WHAT YOU NEED TO DO: Extract the run of lines that starts at the top of the records below and ends at the line with "position:relative; flex:none; width:925px;", keeping both ends and excluding pictures.

THE DATA:

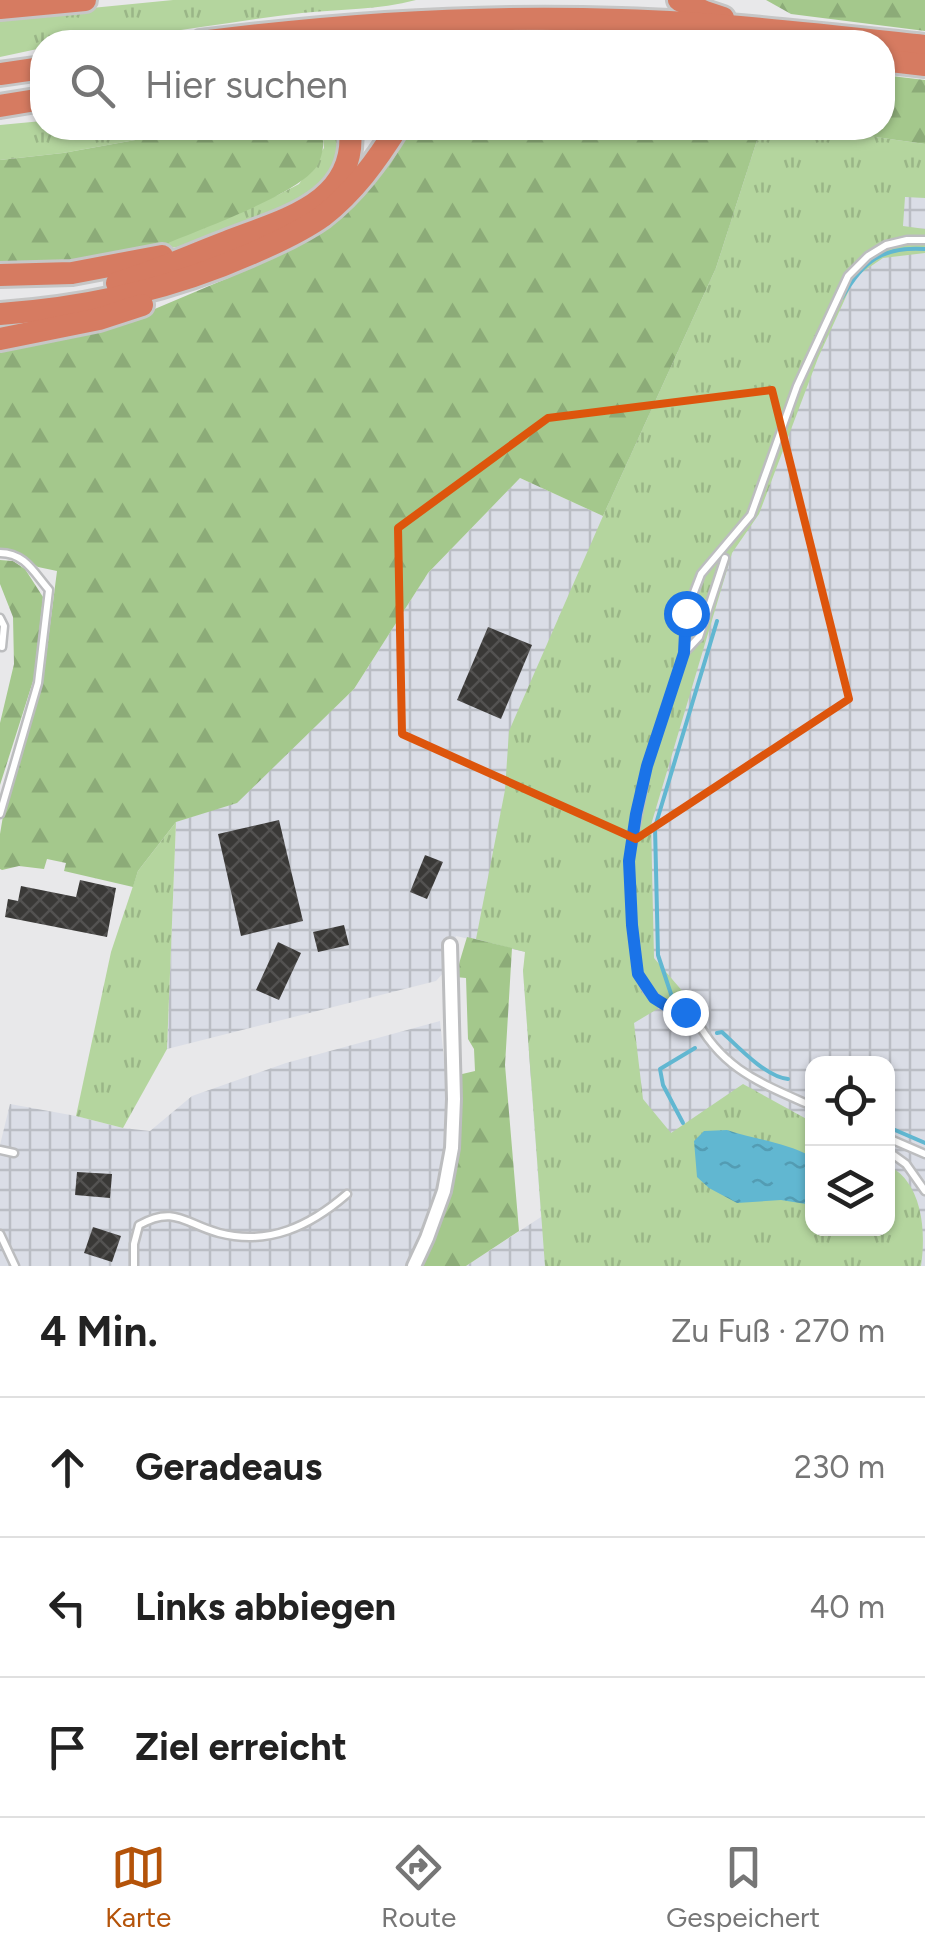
<!DOCTYPE html>
<html lang="de">
<head>
<meta charset="utf-8">
<style>
  body { margin:0; font-family:Figtree,sans-serif; background:#f2f2f2; color:#222 }
  .controls { position:absolute; right:30px; bottom:30px; display:grid; overflow:hidden; border-radius:20px; box-shadow:0 2px 8px #0004 }
  .controls button { width:90px; height:90px; display:grid; place-items:center; padding:0; border:0; border-bottom:2px solid #e0e0e0; background:#fff; color:#222; font:50px sans-serif }
  .stop { position:absolute; width:30px; height:30px; margin:-22px; border:8px solid #1a73e8; border-radius:50%; background:#fff }
  .stop.end { background:#1a73e8; border-color:#fff; box-shadow:0 2px 10px #0008 }
  .list { margin:0; padding:0; list-style:none }
  h2 { display:flex; justify-content:space-between; align-items:center; height:130px; margin:0; padding:0 40px; font-size:42px }
  h2 small { font-size:32px; font-weight:400; color:#767676 }
  .list li { display:grid; grid-template-columns:65px 1fr auto; gap:30px; align-items:center; box-sizing:border-box; height:140px; padding:0 40px; border-top:2px solid #e0e0e0 }
  .list b { display:block; font-size:38px; white-space:nowrap }
  .list em { font-size:32px; font-style:normal; color:#767676 }
  .icon { flex:none; width:55px; height:55px; fill:none; stroke:currentColor; stroke-width:2; stroke-linecap:round; stroke-linejoin:round }
  .map { position:relative; flex:none; width:925px; height:1266px; overflow:hidden }
  .search { position:absolute; background:#fff; box-shadow:0 2px 8px #0004; left:30px; right:30px; top:30px; height:110px; display:flex; align-items:center; gap:25px; box-sizing:border-box; padding:0 35px; border-radius:40px; color:#767676; font-size:38px }
  .sheet { height:550px; background:#fff }
  nav { display:flex; justify-content:space-around; align-items:center; box-sizing:border-box; height:140px; border-top:2px solid #e0e0e0; background:#fff; font-size:28px; color:#767676 }
  nav a { display:grid; justify-items:center; gap:5px }
  nav .on { color:#b45309 }
  .map>svg:first-child { display:block }
  .industrial { fill:url(#industrial-grid); fill-rule:evenodd }
  .grass { fill:url(#grass-tufts) }
  .forest { fill:url(#forest-firs) }
  .water { fill:url(#water-ripples) }
  .lines { fill:none; stroke-linecap:round; stroke-linejoin:round }
  .stream { stroke:#61b7d1; stroke-width:4 }
  .building { fill:url(#building-cross-hatch) }
  .service-casing { stroke:#bcbdbf; stroke-width:11 }
  .minor-casing { stroke:#bcbdbf; stroke-width:18 }
  .motorway-casing { stroke:#c6c6c6; stroke-width:28 }
  .service { stroke:#fff; stroke-width:6 }
  .minor { stroke:#fff; stroke-width:12 }
  .motorway { stroke:#d67b61; stroke-width:22 }
  .route { stroke:#1a73e8; stroke-width:12 }
  .marked { fill:none; stroke:#dd550c; stroke-width:8; stroke-linejoin:round }
</style>
</head>
<body>
<div class="map">
<svg width="925" height="1266" viewBox="0 0 925 1266">
  <defs>
    <pattern id="industrial-grid" width="8" height="8" patternUnits="userSpaceOnUse" patternTransform="scale(2.5)"><rect width="8" height="8" fill="#dadde6"/><path d="M0 4h8M4 0v8" fill="none" stroke="#babdc4"/></pattern>
    <pattern id="grass-tufts" width="24" height="20" patternUnits="userSpaceOnUse" patternTransform="scale(2.5)"><rect width="24" height="20" fill="#b4d59e"/><path d="M3 7l-1-3M5 7V3M7 7l1-3M15 17l-1-3M17 17v-4M19 17l1-3" fill="none" stroke="#9ab687"/></pattern>
    <pattern id="forest-firs" width="22" height="20" patternUnits="userSpaceOnUse" patternTransform="scale(2.5)"><rect width="22" height="20" fill="#a4c88c"/><path d="M5 1l3.5 6h-7zM16 11l3.5 6h-7z" fill="#8cab78"/></pattern>
    <pattern id="water-ripples" width="26" height="14" patternUnits="userSpaceOnUse" patternTransform="scale(2.5)"><rect width="26" height="14" fill="#61b7d1"/><path d="M2 4q2-2 4 0t4 0M15 11q2-2 4 0t4 0" fill="none" stroke="#539cb3"/></pattern>
    <pattern id="building-cross-hatch" width="8" height="8" patternUnits="userSpaceOnUse" patternTransform="scale(2.5)"><rect width="8" height="8" fill="#3a3937"/><path d="M0 0l8 8M0 8l8-8" fill="none" stroke="#535251"/></pattern>
  </defs>
  <rect width="100%" height="100%" fill="#e8e8ea"/>
  <!-- industrial -->
  <g class="industrial">
    <path d="M761,128H811L925,144V1266H466L541,1217L523,971L526,952L456,936L445,971L436,981L167,1049L176,822L237,802L354,689L428,573L520,478L603,516L716,268ZM812,1064H888V1228H812Z"/>
    <polygon points="440,1021 448,1097 446,1148 438,1190 408,1266 0,1266 0,1145 10,1104 76,1116 123,1128 150,1131 192,1096 286,1063"/>
  </g>
  <!-- grass -->
  <g class="grass">
    <path d="M173,0H416C379,10 340,9 302,13C216,23 129,42 42,42V48L0,57V17Z"/>
    <polygon points="42,121 42,128 202,128 63,153 0,160 0,125"/>
    <path d="M323,128H339C345,155 334,180 311,197C302,204 286,208 275,212C235,229 190,250 146,250L278,195L299,184L324,148Z"/>
    <path d="M761,128H811L925,144V198L905,197L903,226L925,229V253L883,258L855,277L818,358L759,514L732,553L651,825L654,958L684,993L634,1023L643,1099L671,1133L743,1084L812,1122V1228H888V1164C894,1169 902,1174 906,1180C924,1203 925,1239 921,1266H545L523,971L525,952L476,939L505,790L509,731L603,516L716,268Z"/>
    <polygon points="176,822 167,1049 123,1128 76,1116 111,952 138,871"/>
  </g>
  <!-- forest -->
  <g class="forest">
    <polygon points="766,0 925,0 925,31 791,14"/>
    <polygon points="883,75 925,80 925,144 811,128 882,128"/>
    <path d="M202,128H323C324,140 324,154 317,166C298,195 198,230 163,245C111,262 55,265 0,268V160L63,153Z"/>
    <polygon points="410,128 761,128 716,268 603,516 520,478 428,573 354,689 237,803 176,822 138,871 133,887 64,871 66,863 47,859 44,869 19,866 2,870 0,869 0,834 4,810 43,680 57,571 38,567 14,550 0,550 0,349 131,319 228,278 286,248 376,175"/>
    <polygon points="0,560 13,561 25,569 43,597 34,678 0,785 0,723 14,664 13,617 0,584"/>
    <path d="M467,937L512,948L505,1065L519,1231L466,1266H422C450,1205 465,1142 458,1075L475,1071L474,1049L468,1039L466,978L455,977Z"/>
  </g>
  <!-- water -->
  <path class="water" d="M727,1130C756,1140 785,1142 812,1157V1205L781,1200L737,1203L709,1188L697,1177L694,1141L704,1131Z"/>
  <g class="lines">
    <!-- stream -->
    <g class="stream">
      <path d="M842,298C862,262 882,246 925,249"/>
      <polyline points="672,997 658,955 655,827 717,621"/>
      <polyline points="679,1020 684,1033"/>
      <path d="M717,1033L722,1032C738,1047 766,1077 788,1079"/>
      <polyline points="683,1123 663,1085 660,1069 695,1048"/>
      <polyline points="888,1127 925,1143"/>
    </g>
  </g>
  <!-- building -->
  <g class="building">
    <polygon points="488,627 532,645 501,719 457,700"/>
    <polygon points="279,820 303,921 241,936 218,834"/>
    <polygon points="425,855 443,862 427,899 410,892"/>
    <polygon points="80,880 116,888 107,937 5,917 8,899 18,901 21,886 76,897"/>
    <polygon points="344,925 349,945 318,952 313,932"/>
    <polygon points="278,942 301,953 279,1000 256,990"/>
    <polygon points="77,1172 112,1174 110,1198 75,1195"/>
    <polygon points="93,1227 121,1236 112,1262 84,1253"/>
  </g>
  <g class="lines">
    <!-- service casing -->
    <g class="service-casing">
      <g id="service">
        <path d="M0,553C25,553 34,573 49,590L38,683L0,814"/>
        <polyline points="0,618 4,626 2,647"/>
        <polyline points="685,652 699,637 725,558"/>
        <path d="M812,1106C760,1083 719,1068 693,1013L677,1011L661,1003L647,990L638,973L632,925L629,861L647,766L684,653L686,613L701,574L751,515L797,386L848,276L868,256L886,245L907,240H925"/>
        <polyline points="888,1138 925,1154"/>
        <polyline points="0,1150 14,1153"/>
        <polyline points="888,1151 906,1164 925,1191"/>
        <polyline points="0,1234 15,1266"/>
        <path d="M134,1266V1244L139,1225C175,1205 185,1224 219,1233C269,1246 310,1226 347,1194"/>
      </g>
    </g>
    <!-- minor casing -->
    <g class="minor-casing">
      <polyline id="minor" points="414,1266 427,1238 444,1191 452,1148 454,1099 450,945"/>
    </g>
    <!-- motorway casing -->
    <g class="motorway-casing">
      <g id="motorway">
        <polyline points="679,0 705,12 723,18"/>
        <polyline points="0,8 85,0"/>
        <path d="M201,42C340,24 480,15 621,20C722,23 824,35 925,46"/>
        <polyline points="478,42 557,40 652,42"/>
        <polyline points="882,60 925,65"/>
        <polyline points="0,74 42,68"/>
        <polyline points="0,106 42,99"/>
        <polyline points="0,275 72,273 162,256"/>
        <path d="M117,283C155,272 189,256 226,242C281,220 358,204 350,128"/>
        <path d="M0,314C87,308 175,288 255,252C278,242 302,231 323,216C354,192 377,160 397,128"/>
        <polyline points="0,339 99,319 142,305"/>
      </g>
    </g>
    <!-- service -->
    <use href="#service" class="service"/>
    <!-- minor -->
    <use href="#minor" class="minor"/>
    <!-- motorway -->
    <use href="#motorway" class="motorway"/>
  </g>
  <g class="lines">
    <!-- route -->
    <polyline class="route" points="685,1012 670,1008 654,998 638,974 632,925 629,861 636,814 647,766 684,653 686,613"/>
  </g>
  <!-- marked area -->
  <path class="marked" d="M772,390L849,699L636,839L402,734L398,528L548,418Z"/>
</svg>
<div class="controls">
<button><svg class="icon" aria-label="locate" viewBox="0 0 24 24"><circle cx="12" cy="12" r="6"/><path d="M12 2v4M12 18v4M2 12h4M18 12h4"/></svg></button>
<button><svg class="icon" aria-label="layers" viewBox="0 0 24 24"><path d="M12 4l9 5-9 5-9-5zM3 14l9 5 9-5"/></svg></button>
</div>
<div class="stop" style="left:686px;top:613px"></div>
<div class="stop end" style="left:685px;top:1012px"></div>
<div class="search"><svg class="icon" aria-label="search" viewBox="0 0 24 24"><circle cx="10" cy="10" r="6"/><path d="M15 15l6 6"/></svg>Hier suchen</div>
</div>
<section class="sheet">
<h2>4 Min.<small>Zu Fuß · 270 m</small></h2>
<ul class="list">
<li><svg class="icon" aria-label="ahead" viewBox="0 0 24 24"><path d="M12 20V5M6 11l6-6 6 6"/></svg><div><b>Geradeaus</b></div><em>230 m</em></li>
<li><svg class="icon" aria-label="left" viewBox="0 0 24 24"><path d="M17 20v-9H6M10 6l-5 5 5 5"/></svg><div><b>Links abbiegen</b></div><em>40 m</em></li>
<li><svg class="icon" aria-label="arrive" viewBox="0 0 24 24"><path d="M6 21V4h12l-3 4 3 4H6"/></svg><div><b>Ziel erreicht</b></div></li>
</ul>
</section>
<nav>
<a class="on"><svg class="icon" aria-label="map" viewBox="0 0 24 24"><path d="M3 6l6-2 6 2 6-2v14l-6 2-6-2-6 2zM9 4v14M15 6v14"/></svg>Karte</a>
<a><svg class="icon" aria-label="directions" viewBox="0 0 24 24"><path d="M12 3l9 9-9 9-9-9zM9 14v-3h6M13 9l2 2-2 2"/></svg>Route</a>
<a><svg class="icon" aria-label="saved" viewBox="0 0 24 24"><path d="M7 4h10v16l-5-4-5 4z"/></svg>Gespeichert</a>
</nav>
</body>
</html>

TASK RESULT:
<!DOCTYPE html>
<html lang="de">
<head>
<meta charset="utf-8">
<style>
  body { margin:0; font-family:Figtree,sans-serif; background:#f2f2f2; color:#222 }
  .controls { position:absolute; right:30px; bottom:30px; display:grid; overflow:hidden; border-radius:20px; box-shadow:0 2px 8px #0004 }
  .controls button { width:90px; height:90px; display:grid; place-items:center; padding:0; border:0; border-bottom:2px solid #e0e0e0; background:#fff; color:#222; font:50px sans-serif }
  .stop { position:absolute; width:30px; height:30px; margin:-22px; border:8px solid #1a73e8; border-radius:50%; background:#fff }
  .stop.end { background:#1a73e8; border-color:#fff; box-shadow:0 2px 10px #0008 }
  .list { margin:0; padding:0; list-style:none }
  h2 { display:flex; justify-content:space-between; align-items:center; height:130px; margin:0; padding:0 40px; font-size:42px }
  h2 small { font-size:32px; font-weight:400; color:#767676 }
  .list li { display:grid; grid-template-columns:65px 1fr auto; gap:30px; align-items:center; box-sizing:border-box; height:140px; padding:0 40px; border-top:2px solid #e0e0e0 }
  .list b { display:block; font-size:38px; white-space:nowrap }
  .list em { font-size:32px; font-style:normal; color:#767676 }
  .icon { flex:none; width:55px; height:55px; fill:none; stroke:currentColor; stroke-width:2; stroke-linecap:round; stroke-linejoin:round }
  .map { position:relative; flex:none; width:925px; height:1266px; overflow:hidden }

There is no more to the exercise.